> INSTRUCTIONS TO FOLLOW:
Make an exact copy, from the records below, of the lines from the line containing "Detect all street" to the line containing "List all text", both lines included, excluding pictures.
◇ ◇ ◇ ◇
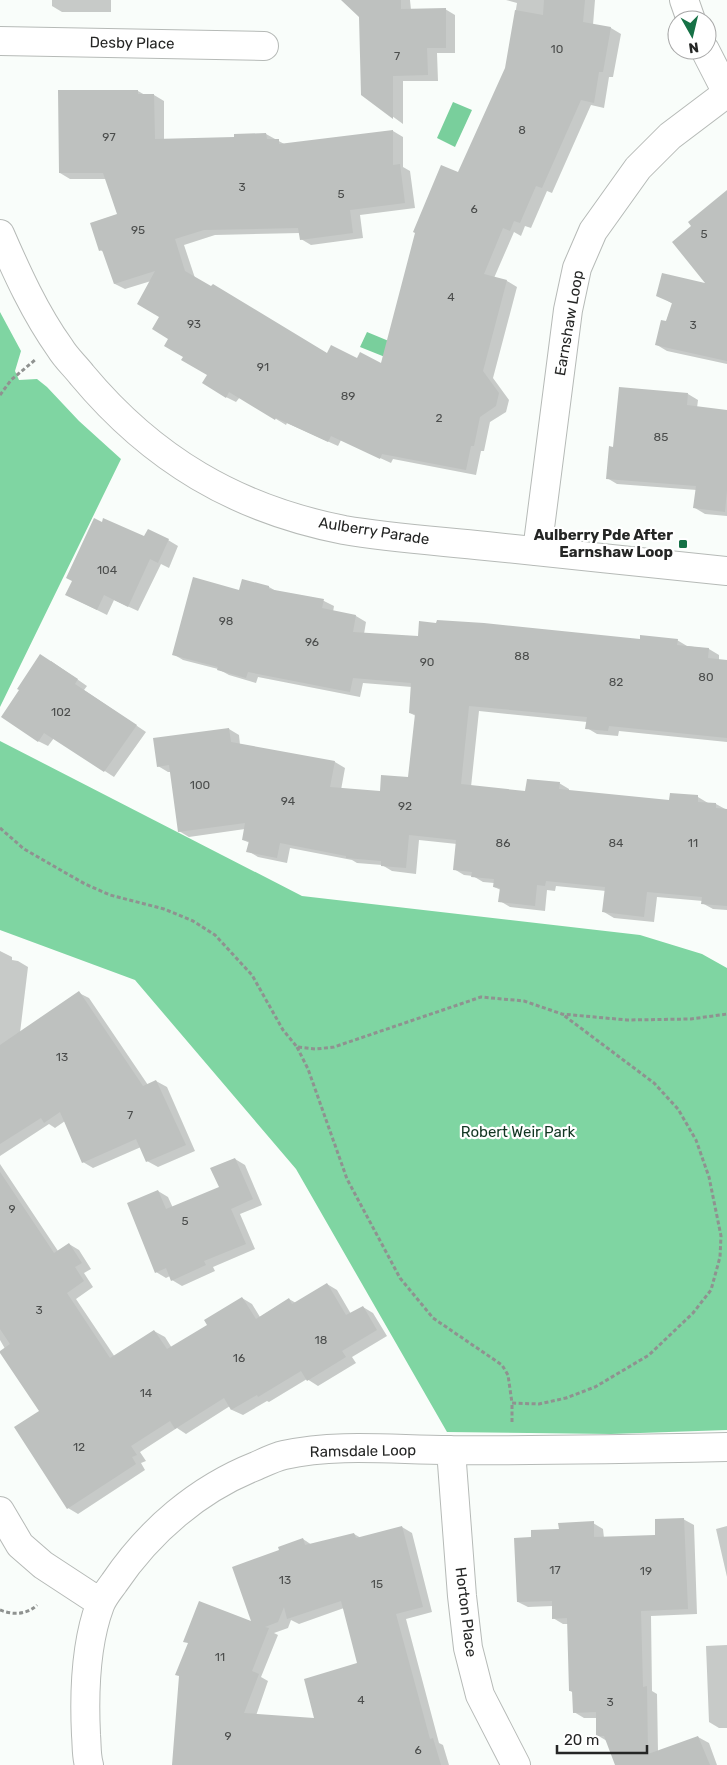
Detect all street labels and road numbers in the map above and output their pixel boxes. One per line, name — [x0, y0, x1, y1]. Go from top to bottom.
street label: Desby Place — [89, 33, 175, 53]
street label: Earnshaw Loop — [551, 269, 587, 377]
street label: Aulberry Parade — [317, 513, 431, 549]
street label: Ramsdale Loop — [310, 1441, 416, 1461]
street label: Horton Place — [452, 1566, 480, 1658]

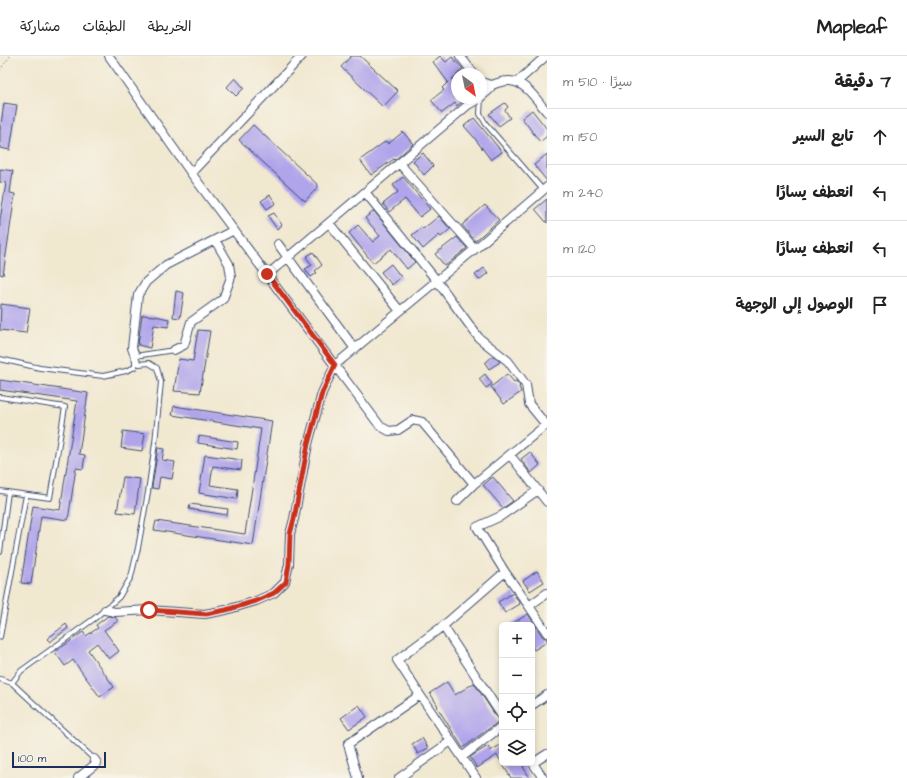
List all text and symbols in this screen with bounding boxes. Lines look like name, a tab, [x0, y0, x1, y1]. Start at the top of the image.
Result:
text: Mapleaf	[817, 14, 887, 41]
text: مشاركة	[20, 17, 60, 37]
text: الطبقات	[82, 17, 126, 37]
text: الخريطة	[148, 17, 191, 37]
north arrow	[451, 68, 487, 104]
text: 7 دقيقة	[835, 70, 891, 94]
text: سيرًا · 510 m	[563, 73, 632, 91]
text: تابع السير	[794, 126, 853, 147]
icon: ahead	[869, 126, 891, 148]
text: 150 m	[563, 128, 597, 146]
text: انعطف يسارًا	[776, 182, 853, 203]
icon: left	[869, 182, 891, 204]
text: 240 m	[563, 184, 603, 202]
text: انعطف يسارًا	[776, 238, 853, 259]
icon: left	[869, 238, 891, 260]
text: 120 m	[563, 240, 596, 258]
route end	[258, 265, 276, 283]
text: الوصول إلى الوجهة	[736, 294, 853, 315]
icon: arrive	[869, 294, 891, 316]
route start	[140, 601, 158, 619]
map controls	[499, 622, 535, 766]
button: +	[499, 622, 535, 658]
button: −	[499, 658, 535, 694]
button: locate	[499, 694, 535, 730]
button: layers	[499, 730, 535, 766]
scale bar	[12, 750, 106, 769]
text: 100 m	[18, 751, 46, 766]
◇ ◇ ◇ ◇
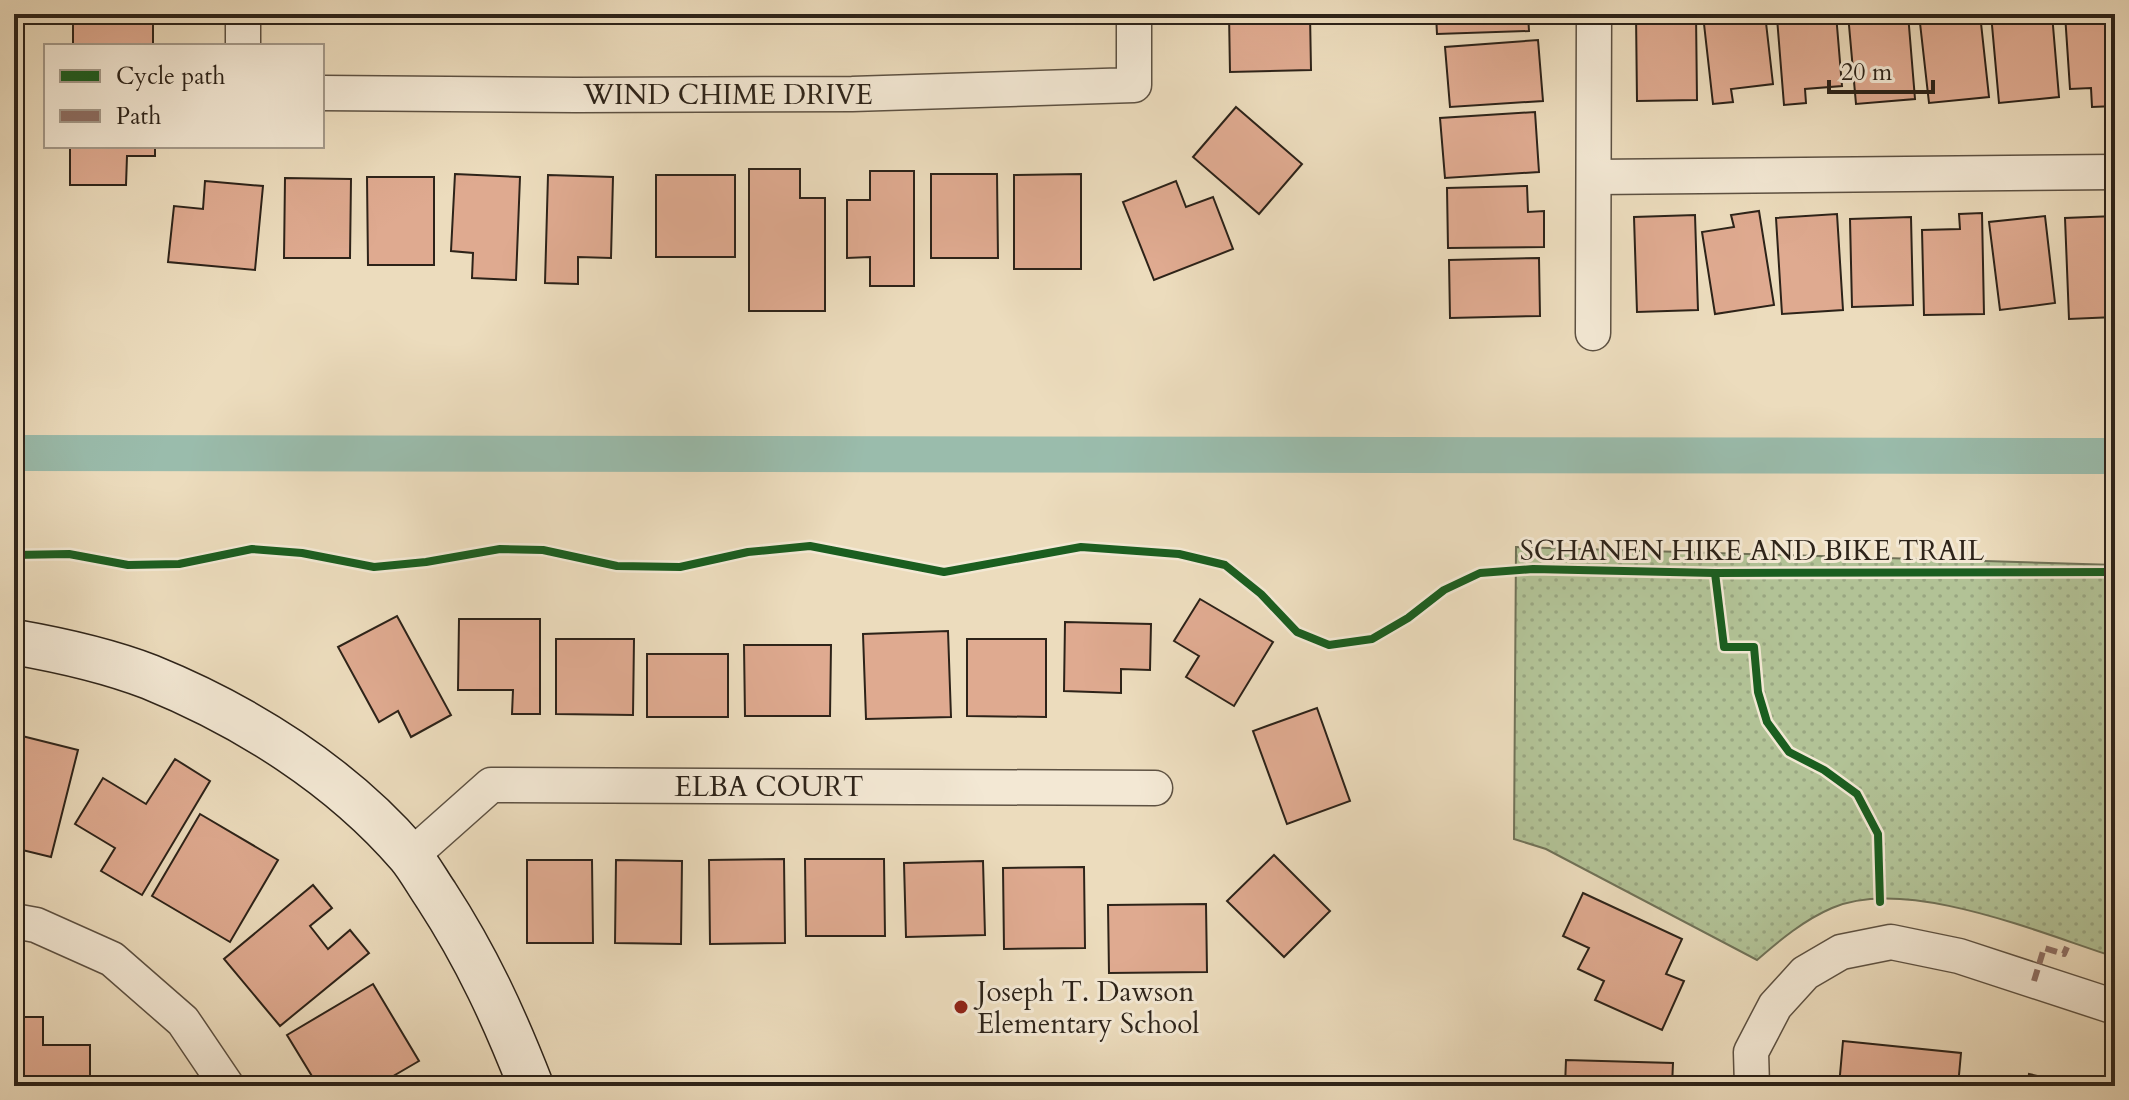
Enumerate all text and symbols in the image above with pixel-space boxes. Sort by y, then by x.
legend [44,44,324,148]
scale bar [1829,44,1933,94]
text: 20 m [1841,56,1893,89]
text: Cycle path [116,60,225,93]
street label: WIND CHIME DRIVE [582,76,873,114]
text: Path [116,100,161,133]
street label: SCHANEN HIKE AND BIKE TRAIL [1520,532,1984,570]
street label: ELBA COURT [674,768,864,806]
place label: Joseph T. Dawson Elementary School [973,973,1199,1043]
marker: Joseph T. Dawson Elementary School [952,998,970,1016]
◇ ◇ ◇ ◇
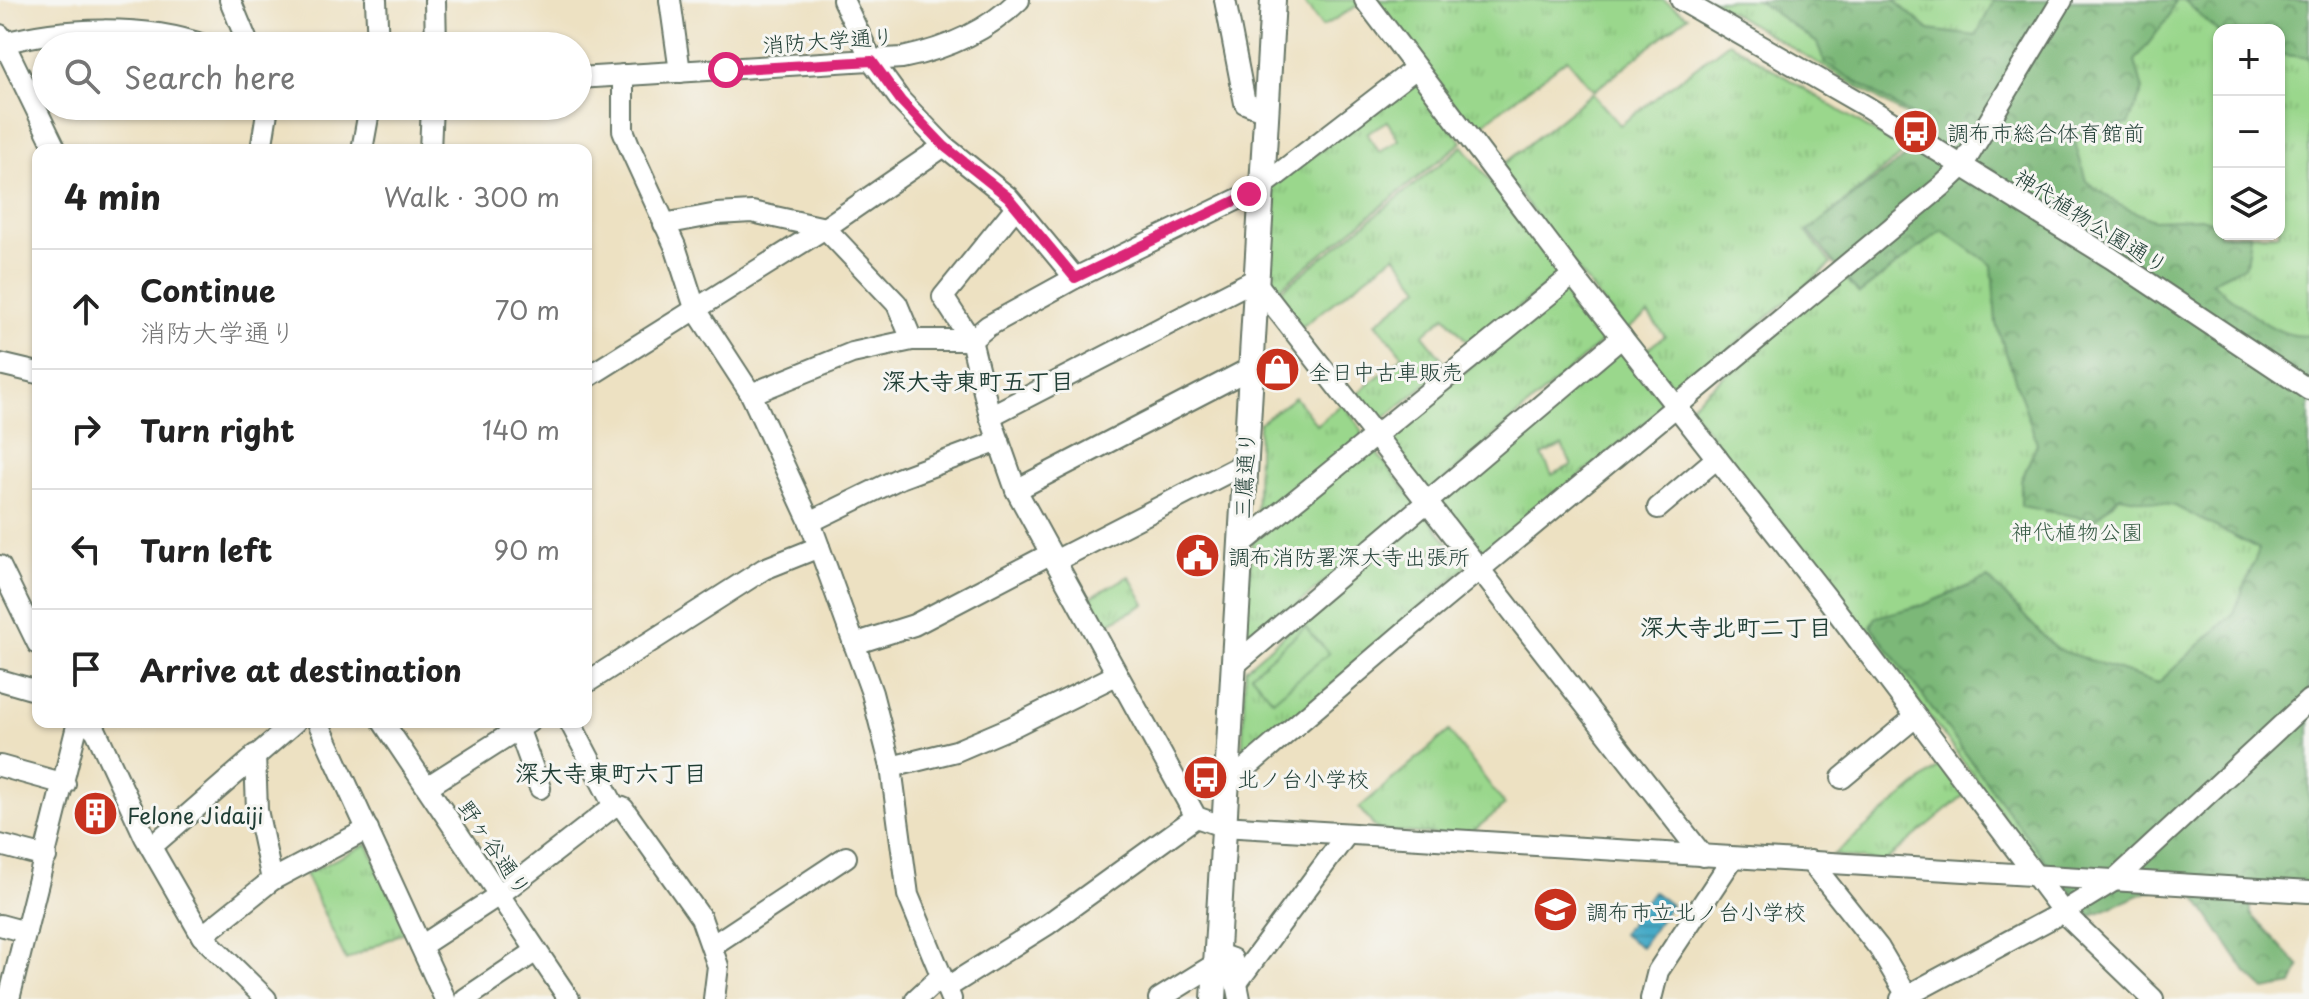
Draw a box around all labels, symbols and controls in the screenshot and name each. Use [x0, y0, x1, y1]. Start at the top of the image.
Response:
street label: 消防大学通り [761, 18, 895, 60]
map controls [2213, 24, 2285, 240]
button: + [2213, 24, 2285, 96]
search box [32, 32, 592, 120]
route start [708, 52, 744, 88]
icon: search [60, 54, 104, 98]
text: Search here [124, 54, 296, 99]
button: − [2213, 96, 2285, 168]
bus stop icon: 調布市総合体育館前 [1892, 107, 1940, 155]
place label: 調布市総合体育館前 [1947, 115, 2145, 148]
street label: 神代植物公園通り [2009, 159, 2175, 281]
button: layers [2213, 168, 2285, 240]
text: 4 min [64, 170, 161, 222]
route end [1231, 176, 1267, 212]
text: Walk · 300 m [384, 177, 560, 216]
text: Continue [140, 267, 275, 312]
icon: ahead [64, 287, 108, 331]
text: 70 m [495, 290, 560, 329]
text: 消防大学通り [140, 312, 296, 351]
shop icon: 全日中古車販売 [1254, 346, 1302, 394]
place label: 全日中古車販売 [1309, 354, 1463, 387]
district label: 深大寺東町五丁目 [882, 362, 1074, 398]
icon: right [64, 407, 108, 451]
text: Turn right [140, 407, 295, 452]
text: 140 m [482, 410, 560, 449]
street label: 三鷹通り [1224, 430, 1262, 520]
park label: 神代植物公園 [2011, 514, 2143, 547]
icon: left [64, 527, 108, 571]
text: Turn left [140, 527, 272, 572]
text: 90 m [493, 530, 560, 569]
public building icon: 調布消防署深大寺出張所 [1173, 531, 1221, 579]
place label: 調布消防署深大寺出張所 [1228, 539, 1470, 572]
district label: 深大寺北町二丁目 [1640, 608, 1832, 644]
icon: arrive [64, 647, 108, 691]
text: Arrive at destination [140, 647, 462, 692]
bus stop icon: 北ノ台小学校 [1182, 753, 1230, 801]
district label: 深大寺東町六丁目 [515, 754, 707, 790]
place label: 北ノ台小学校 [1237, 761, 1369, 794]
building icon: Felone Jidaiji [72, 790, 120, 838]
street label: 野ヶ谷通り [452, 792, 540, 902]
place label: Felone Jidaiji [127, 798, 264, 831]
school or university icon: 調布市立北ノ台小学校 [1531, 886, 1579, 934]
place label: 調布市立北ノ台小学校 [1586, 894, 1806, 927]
◇ ◇ ◇ ◇
> OUTPUT FOR THIS EXERCISE:
Detect all street labels and road numbers in the map above and output their pixel boxes. One per line, name — [x0, y0, x1, y1]. Go from top to bottom.
street label: Desby Place — [89, 33, 175, 53]
street label: Earnshaw Loop — [551, 269, 587, 377]
street label: Aulberry Parade — [317, 513, 431, 549]
street label: Ramsdale Loop — [310, 1441, 416, 1461]
street label: Horton Place — [452, 1566, 480, 1658]

List all text and symbols in this screen with bounding boxes. Lines look like name, a tab, [x0, y0, x1, y1]. Start at the top of the image.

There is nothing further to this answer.